Experience is limited. Symptoms may include increased nervous system symptoms. There is no specific antidote. Treatment should consist of general supportive measures including monitoring of vital signs and observation of clinical status. Since efavirenz is highly protein-bound, dialysis is unlikely to remove significant quantities.

Storage

Store at 25°C (77°F); excursions permitted to 15-30°C (59-86°F). Keep bottle tightly closed and protect from moisture. Keep out of reach of children.

Disclaimer

This information is for educational purposes and does not constitute medical advice. Treatment decisions must be made by qualified healthcare professionals based on individual patient characteristics. Always follow prescribing information and clinical guidelines. Not all possible uses, interactions, or adverse effects are listed here.

Reviews

Clinical trials demonstrate sustained virologic response rates of 60-70% at 48 weeks in treatment-naïve patients when combined with appropriate background regimen.
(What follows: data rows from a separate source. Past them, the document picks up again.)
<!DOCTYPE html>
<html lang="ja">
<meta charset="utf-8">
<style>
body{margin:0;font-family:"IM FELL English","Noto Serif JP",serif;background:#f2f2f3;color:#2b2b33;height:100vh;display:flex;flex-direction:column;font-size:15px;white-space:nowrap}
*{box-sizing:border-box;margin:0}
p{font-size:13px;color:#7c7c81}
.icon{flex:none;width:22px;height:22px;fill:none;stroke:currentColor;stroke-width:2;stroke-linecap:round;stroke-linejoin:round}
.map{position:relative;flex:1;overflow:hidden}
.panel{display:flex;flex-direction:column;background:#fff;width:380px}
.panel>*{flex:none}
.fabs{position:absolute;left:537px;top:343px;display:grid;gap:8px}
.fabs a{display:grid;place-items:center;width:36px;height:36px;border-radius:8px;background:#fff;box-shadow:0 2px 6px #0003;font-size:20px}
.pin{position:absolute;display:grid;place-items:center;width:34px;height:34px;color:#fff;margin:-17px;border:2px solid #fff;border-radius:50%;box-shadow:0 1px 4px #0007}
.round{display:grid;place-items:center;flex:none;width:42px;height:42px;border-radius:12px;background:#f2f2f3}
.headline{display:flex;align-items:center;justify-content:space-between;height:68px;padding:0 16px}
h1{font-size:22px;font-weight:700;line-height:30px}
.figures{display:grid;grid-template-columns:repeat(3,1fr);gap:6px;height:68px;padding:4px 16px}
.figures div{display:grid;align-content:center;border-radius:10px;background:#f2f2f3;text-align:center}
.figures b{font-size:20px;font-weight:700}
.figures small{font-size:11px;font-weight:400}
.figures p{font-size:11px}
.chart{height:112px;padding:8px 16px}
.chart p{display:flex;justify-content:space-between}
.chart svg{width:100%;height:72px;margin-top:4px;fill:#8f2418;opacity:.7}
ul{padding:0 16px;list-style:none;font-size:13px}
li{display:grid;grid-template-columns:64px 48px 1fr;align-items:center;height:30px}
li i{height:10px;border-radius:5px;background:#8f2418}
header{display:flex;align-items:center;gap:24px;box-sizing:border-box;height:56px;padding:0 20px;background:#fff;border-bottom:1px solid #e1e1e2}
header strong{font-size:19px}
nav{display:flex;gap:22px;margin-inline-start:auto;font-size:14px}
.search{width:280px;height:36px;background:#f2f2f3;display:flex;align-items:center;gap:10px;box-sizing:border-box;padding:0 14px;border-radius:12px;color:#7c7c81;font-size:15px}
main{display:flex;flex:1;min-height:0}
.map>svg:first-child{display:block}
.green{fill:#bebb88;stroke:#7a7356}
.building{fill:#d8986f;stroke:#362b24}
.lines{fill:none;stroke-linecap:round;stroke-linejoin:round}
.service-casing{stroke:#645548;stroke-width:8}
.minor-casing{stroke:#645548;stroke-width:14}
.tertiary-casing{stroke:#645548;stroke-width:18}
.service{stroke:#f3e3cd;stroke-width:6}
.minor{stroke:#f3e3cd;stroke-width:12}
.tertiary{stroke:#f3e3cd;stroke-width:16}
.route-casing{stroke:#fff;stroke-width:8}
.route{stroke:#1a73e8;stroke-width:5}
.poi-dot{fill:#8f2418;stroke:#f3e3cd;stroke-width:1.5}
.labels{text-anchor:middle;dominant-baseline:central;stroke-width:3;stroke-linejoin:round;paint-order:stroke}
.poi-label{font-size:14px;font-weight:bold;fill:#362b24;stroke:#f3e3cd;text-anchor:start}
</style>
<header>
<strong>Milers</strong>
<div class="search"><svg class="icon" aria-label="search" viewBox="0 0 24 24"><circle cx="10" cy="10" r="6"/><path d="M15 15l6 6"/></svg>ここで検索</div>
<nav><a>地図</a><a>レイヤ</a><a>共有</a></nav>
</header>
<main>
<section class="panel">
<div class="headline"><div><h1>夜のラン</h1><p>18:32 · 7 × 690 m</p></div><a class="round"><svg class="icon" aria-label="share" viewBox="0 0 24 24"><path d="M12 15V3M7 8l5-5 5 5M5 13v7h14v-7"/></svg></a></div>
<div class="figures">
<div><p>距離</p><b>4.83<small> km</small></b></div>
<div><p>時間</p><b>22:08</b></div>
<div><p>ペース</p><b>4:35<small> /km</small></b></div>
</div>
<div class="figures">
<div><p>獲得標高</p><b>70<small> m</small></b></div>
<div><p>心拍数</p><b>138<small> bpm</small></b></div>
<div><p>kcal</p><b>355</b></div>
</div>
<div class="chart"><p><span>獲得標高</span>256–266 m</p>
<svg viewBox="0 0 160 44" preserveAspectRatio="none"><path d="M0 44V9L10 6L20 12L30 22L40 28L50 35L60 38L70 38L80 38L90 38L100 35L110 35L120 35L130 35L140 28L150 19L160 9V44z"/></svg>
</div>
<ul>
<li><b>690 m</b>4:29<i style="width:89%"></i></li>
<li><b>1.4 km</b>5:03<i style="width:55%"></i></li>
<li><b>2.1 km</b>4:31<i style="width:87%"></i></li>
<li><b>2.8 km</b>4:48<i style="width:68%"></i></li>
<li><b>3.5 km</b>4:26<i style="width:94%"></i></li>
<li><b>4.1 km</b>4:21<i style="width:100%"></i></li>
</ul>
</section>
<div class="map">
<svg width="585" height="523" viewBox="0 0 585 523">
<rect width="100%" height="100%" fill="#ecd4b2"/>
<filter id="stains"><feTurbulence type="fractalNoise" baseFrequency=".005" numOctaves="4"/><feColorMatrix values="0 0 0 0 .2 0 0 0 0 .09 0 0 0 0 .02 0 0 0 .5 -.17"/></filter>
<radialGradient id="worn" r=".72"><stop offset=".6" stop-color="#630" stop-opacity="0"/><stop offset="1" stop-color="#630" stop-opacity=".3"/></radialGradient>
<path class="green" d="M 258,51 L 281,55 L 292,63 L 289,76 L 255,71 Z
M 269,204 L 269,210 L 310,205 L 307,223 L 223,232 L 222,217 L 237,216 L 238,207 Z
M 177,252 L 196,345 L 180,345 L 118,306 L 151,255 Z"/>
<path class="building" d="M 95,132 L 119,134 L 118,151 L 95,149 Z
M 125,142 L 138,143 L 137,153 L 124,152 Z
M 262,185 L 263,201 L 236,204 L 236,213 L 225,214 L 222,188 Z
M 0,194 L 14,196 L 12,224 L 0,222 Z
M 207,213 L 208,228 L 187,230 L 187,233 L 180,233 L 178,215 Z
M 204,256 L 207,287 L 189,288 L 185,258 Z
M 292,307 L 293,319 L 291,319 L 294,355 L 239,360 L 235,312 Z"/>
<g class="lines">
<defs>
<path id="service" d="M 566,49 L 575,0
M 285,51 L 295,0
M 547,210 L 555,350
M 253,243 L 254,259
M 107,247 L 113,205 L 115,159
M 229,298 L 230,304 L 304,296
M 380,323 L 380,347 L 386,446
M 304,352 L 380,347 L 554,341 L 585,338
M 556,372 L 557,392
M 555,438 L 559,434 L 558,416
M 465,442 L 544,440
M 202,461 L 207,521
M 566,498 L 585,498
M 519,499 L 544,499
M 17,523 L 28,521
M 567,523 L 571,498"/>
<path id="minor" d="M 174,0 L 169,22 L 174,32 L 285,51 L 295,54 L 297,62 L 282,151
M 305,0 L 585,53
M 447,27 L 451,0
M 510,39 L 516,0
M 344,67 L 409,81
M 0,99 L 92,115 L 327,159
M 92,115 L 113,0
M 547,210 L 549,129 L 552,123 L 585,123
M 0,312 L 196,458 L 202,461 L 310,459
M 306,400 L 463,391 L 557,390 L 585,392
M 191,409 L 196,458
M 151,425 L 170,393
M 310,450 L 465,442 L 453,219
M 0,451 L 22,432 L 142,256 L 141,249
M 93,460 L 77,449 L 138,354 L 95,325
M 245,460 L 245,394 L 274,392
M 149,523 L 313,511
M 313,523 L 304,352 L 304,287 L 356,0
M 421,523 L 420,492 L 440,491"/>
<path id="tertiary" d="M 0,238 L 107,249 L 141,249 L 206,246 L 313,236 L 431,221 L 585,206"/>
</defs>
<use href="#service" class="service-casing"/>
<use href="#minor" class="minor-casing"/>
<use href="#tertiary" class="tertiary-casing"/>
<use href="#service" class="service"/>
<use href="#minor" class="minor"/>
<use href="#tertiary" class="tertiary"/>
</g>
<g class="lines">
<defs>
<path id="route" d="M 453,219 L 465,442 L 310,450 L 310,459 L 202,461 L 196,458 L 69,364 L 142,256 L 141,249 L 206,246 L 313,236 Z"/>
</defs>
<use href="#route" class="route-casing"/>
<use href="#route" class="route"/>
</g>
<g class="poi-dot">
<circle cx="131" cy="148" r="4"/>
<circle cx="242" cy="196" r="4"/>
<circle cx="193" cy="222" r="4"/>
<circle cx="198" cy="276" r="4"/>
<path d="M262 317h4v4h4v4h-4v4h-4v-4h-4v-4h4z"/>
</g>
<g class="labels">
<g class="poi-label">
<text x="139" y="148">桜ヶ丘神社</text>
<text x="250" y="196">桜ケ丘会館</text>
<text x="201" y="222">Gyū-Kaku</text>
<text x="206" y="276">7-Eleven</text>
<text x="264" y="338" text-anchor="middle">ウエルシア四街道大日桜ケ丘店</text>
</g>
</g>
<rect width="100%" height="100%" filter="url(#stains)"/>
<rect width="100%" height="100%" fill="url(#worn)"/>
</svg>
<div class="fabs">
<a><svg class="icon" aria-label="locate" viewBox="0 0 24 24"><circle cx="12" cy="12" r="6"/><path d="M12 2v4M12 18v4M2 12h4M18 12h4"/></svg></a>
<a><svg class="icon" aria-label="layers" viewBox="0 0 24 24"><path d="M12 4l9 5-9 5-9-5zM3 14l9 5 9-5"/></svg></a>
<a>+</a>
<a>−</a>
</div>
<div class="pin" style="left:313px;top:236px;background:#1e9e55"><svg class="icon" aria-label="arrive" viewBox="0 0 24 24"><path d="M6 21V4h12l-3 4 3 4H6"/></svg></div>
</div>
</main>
Real-world evidence supports long-term durability with maintained viral suppression in adherent patients. Neuropsychiatric side effects remain a treatment consideration, though often diminish after initial weeks. Resistance development occurs primarily through K103N mutation; baseline resistance testing is recommended. Overall, remains a valuable component of antiretroviral therapy when appropriately selected and monitored.